Medical assessment or diagnostic procedure

Digital rectal examination (DRE), also known as a prostate exam (palpatio per anum (PPA)), is an internal examination of the rectum performed by a healthcare provider.

Prior to a 2018 report from the United States Preventive Services Task Force, a digital exam was a common component of annual medical examination for older men, as it was thought to be a reliable screening test for prostate cancer.

==Usage==
This examination may be used:
- for the diagnosis of prostatic disorders, benign prostatic hyperplasia and the four types of prostatitis. Chronic prostatitis/chronic pelvic pain syndrome, chronic bacterial prostatitis, acute (sudden) bacterial prostatitis, and asymptomatic inflammatory prostatitis. The DRE has a 50% specificity for benign prostatic hyperplasia. Vigorous examination of the prostate in suspected acute prostatitis can lead to seeding of septic emboli and should never be done. Its utility as a screening method for prostate cancer however is not supported by the evidence;
- for the evaluation of certain clinical symptoms: a male with change in urinary ability, impotence, or dysuria (blood in the urine), pain with bowel movements;
- a DRE with a FOBT might have value for a person with anemia in the emergency room who has no other identifiable cause for anemia, is not actively bleeding, and there is concern that gastrointestinal malignancy may be the cause for their anemia;
- a true active gastrointestinal bleed: vomiting blood, vomiting coffee-grind like material, defecating blood or black tarry stools that can not be easily attributed to facial trauma or oral surgery, eating beets or anything with red food dye or overuse of NSAIDS/over the counter pain medication.

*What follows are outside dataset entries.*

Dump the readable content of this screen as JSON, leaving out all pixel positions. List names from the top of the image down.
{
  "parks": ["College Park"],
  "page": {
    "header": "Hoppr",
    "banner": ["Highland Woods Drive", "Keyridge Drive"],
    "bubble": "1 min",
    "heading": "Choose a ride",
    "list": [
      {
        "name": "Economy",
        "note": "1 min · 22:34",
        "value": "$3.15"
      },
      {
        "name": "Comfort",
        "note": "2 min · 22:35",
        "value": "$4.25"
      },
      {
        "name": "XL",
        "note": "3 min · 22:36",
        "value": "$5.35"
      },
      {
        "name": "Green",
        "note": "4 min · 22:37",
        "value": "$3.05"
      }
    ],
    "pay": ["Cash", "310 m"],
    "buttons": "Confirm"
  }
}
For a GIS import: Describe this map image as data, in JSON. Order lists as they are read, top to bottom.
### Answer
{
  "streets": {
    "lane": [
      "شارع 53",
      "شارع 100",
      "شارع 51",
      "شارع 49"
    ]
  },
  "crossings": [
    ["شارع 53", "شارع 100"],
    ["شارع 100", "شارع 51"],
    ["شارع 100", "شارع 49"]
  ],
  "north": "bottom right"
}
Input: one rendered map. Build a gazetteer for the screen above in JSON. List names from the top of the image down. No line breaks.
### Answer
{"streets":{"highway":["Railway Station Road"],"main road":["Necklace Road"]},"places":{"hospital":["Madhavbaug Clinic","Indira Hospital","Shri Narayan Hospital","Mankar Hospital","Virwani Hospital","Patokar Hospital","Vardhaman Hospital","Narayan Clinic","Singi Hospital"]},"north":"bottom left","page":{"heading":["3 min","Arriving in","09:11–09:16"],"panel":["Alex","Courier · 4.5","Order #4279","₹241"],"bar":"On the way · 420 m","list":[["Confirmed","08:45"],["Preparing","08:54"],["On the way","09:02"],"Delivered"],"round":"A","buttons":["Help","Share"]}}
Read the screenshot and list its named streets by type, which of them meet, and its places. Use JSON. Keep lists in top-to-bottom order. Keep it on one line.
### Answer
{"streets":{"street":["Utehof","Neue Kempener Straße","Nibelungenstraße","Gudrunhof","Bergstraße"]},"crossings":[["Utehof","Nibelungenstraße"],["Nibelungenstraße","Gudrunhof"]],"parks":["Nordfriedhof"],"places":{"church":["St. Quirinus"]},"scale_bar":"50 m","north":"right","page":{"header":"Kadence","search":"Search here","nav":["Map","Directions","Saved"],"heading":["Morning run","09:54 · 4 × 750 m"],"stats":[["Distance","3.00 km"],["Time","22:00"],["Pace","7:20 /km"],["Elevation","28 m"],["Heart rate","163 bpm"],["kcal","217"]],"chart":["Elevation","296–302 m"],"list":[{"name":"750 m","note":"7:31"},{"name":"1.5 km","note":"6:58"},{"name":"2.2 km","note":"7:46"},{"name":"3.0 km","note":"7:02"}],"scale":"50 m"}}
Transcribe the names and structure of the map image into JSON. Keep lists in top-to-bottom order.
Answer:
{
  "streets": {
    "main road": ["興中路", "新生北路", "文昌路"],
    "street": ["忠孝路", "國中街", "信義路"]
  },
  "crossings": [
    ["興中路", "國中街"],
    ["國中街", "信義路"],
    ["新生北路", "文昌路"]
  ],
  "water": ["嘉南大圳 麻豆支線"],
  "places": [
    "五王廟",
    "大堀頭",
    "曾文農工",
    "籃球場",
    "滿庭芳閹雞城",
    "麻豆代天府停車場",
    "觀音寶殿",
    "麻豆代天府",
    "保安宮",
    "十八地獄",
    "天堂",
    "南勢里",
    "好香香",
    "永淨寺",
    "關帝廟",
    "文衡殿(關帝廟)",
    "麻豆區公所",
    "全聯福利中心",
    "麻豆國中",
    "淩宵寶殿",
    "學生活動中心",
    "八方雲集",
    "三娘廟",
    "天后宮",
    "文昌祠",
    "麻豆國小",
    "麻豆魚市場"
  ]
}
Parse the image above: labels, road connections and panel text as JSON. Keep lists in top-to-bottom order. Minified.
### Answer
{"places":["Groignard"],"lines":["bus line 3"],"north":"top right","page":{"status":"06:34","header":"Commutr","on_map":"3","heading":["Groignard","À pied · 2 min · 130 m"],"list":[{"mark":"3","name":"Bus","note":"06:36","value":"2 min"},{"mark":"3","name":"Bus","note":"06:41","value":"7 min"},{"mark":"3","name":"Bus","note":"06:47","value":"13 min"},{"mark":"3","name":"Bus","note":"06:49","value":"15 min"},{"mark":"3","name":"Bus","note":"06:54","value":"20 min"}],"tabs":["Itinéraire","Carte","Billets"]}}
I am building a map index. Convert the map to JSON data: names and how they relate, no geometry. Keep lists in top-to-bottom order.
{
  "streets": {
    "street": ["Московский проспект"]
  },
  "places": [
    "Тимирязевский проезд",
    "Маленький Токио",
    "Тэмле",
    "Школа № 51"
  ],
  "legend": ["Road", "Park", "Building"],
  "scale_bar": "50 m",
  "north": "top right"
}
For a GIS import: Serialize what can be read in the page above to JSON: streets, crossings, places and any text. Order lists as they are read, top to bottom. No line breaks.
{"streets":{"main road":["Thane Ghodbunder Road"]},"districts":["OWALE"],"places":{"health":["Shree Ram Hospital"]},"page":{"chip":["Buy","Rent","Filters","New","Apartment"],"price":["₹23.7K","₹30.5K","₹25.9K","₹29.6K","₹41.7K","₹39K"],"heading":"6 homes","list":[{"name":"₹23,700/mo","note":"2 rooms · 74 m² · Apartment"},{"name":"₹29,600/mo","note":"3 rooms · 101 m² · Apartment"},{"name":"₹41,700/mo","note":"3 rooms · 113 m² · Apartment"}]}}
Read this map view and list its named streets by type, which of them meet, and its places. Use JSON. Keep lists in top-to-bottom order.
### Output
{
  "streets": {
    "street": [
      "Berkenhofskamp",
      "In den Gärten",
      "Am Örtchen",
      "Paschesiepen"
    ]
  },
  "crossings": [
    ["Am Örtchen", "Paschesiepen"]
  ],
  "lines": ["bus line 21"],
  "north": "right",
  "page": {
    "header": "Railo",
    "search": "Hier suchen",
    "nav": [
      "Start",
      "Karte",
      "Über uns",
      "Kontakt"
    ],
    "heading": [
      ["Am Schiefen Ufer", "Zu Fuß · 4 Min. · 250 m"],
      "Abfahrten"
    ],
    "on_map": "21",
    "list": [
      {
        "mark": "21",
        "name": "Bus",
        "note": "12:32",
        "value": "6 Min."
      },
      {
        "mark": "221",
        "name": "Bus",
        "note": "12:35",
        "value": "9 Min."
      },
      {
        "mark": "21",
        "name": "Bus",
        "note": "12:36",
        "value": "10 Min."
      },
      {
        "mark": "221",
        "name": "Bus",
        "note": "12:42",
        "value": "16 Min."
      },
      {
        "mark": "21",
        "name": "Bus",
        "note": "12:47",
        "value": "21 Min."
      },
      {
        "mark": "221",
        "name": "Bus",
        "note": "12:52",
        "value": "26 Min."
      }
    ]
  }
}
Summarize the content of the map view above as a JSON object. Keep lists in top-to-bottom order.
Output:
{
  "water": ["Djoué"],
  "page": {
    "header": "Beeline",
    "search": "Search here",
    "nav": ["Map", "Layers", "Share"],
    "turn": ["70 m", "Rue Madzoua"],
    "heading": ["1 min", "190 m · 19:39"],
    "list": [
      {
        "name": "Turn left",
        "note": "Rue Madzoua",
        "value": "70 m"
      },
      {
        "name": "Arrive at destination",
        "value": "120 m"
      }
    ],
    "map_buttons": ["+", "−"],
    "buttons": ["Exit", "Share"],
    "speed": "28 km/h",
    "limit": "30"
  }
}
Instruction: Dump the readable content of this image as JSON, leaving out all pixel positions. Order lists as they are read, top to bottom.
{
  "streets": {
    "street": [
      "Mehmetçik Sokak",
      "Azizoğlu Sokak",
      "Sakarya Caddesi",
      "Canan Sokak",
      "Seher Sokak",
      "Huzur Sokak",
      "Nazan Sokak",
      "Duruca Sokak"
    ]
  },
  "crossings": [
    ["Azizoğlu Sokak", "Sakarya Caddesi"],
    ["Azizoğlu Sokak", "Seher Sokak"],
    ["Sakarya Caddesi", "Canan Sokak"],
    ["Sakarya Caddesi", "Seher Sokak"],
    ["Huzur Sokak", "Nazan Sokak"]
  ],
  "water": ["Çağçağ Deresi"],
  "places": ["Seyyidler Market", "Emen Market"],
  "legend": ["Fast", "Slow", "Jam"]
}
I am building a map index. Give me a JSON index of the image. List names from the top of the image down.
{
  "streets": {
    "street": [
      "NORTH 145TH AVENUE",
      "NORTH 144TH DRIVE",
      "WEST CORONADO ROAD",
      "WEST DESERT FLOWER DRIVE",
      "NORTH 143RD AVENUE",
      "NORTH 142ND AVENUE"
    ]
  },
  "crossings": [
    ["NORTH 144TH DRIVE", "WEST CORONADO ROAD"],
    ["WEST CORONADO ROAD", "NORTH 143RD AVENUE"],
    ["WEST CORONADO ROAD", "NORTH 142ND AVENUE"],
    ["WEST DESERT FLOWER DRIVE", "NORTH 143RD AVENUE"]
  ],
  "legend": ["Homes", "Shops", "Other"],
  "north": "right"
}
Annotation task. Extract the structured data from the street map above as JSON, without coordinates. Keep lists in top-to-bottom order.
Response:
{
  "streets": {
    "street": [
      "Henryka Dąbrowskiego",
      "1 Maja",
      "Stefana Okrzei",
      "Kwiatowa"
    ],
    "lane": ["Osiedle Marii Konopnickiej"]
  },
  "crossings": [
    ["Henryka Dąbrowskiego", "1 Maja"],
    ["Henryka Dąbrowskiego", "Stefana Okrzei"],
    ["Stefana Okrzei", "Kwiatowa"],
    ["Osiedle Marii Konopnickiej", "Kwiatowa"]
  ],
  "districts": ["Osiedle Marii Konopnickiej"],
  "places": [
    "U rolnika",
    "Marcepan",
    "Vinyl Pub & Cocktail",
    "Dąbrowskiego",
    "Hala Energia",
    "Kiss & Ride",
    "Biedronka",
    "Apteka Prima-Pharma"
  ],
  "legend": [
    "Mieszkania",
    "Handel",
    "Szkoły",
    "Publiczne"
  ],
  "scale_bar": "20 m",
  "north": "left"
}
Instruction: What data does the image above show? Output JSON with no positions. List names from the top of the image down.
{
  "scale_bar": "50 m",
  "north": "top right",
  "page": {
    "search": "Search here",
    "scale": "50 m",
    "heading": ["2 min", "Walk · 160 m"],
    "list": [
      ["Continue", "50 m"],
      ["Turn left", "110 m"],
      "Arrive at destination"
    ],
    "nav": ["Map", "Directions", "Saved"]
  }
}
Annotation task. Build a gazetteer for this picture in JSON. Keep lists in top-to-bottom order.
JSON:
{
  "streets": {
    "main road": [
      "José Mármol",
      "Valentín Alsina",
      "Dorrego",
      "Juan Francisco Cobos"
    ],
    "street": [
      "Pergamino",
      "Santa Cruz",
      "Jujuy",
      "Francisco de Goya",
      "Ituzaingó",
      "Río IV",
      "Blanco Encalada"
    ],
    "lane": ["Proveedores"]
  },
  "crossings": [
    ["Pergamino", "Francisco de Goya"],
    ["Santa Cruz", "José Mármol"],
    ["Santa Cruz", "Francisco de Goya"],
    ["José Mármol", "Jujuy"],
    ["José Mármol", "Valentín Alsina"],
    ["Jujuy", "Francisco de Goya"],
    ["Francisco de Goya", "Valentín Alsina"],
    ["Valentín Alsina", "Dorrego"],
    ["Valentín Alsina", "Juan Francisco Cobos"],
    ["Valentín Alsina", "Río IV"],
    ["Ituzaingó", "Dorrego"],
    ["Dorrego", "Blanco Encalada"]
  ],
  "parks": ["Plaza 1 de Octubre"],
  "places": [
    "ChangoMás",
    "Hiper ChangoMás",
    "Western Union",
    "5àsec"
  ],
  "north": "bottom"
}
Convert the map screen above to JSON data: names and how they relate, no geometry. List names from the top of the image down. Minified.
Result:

Doing a rectal exam to examine stool color may provide a clue as to the location of the bleed but is not a reliable indicator;
- for the diagnosis of appendicitis or other examples of an acute abdomen (i.e. acute abdominal symptoms indicating a serious underlying disease). Although a Journal of Emergency Medicine paper concludes: "We found the DRE to have a limited role in the diagnosis of acute, undifferentiated abdominal pain and acute appendicitis.";
- for the estimation of the muscle tone of the anal sphincter, which may be useful in case of fecal incontinence or neurologic diseases, including traumatic spinal cord injuries;
- traditionally, the digital rectal examination (DRE) was considered an essential part of the physical examination for all trauma patients. However, the sensitivity of the DRE for injuries of the spinal cord, pelvis, and bowel is poor, and false positive and negative results are common. Thus, routine performance is unnecessary and generally unhelpful. The examination is warranted in cases where urethral injury or penetrating rectal injury is suspected;
- in females, for the limited gynecological palpations of internal organs when the vaginal vault cannot be accessed or it is too painful (vaginal atrophy);
- for examination of the hardness and color of the feces (i.e. in cases of constipation, and fecal impaction);
- prior to a colonoscopy or proctoscopy;
- to evaluate hemorrhoids although internal hemorrhoids are often too soft to be felt, a visual inspection may be more useful;
- in newborns to exclude imperforate anus;
- through the insertion of medical devices including thermometers or specialized balloons; to identify digestion problems, parasites, organ damage, anal bruising, and foreign objects in the rectal cavity;

== Usage as a screening tool ==

=== In colorectal cancer screening of asymptomatic adults aged 50 to 75 ===
- Even though 1 in 4 colorectal cancers (CRC) is located in the rectum, little evidence supports the effectiveness of using the DRE for rectal cancer detection and it is not recommended in the colorectal cancer screening guidelines. The DRE is inadequate as a screening tool for colorectal cancer because it examines less than 10% of the colorectal mucosa; sigmoidoscopy is preferred.
- Although the DRE is commonly used as a way to obtain a stool sample for a FOBT (fecal occult blood test) in an office based setting, this is an insufficient way of screening for colorectal cancer and is not recommended. A single office-based FOBT (fecal occult blood test) performed following a digital rectal examination (DRE) is not an adequate screen due to low sensitivity for advanced tumor and colorectal cancer. Screening for colon cancer this way does not meet HEDIS, Medicare or American Cancer Society standards. The FOBT has never been validated for any purpose other than as a take home colon cancer screening test. A paper published in the Journal of General Internal Medicine states, "While FOBT done appropriately (taken home and used according to the instructions) is an important screening option, in-office FOBT may be worse than no screening at all because it misses 95% of cases of advanced tumor, giving many patients a false sense of reassurance."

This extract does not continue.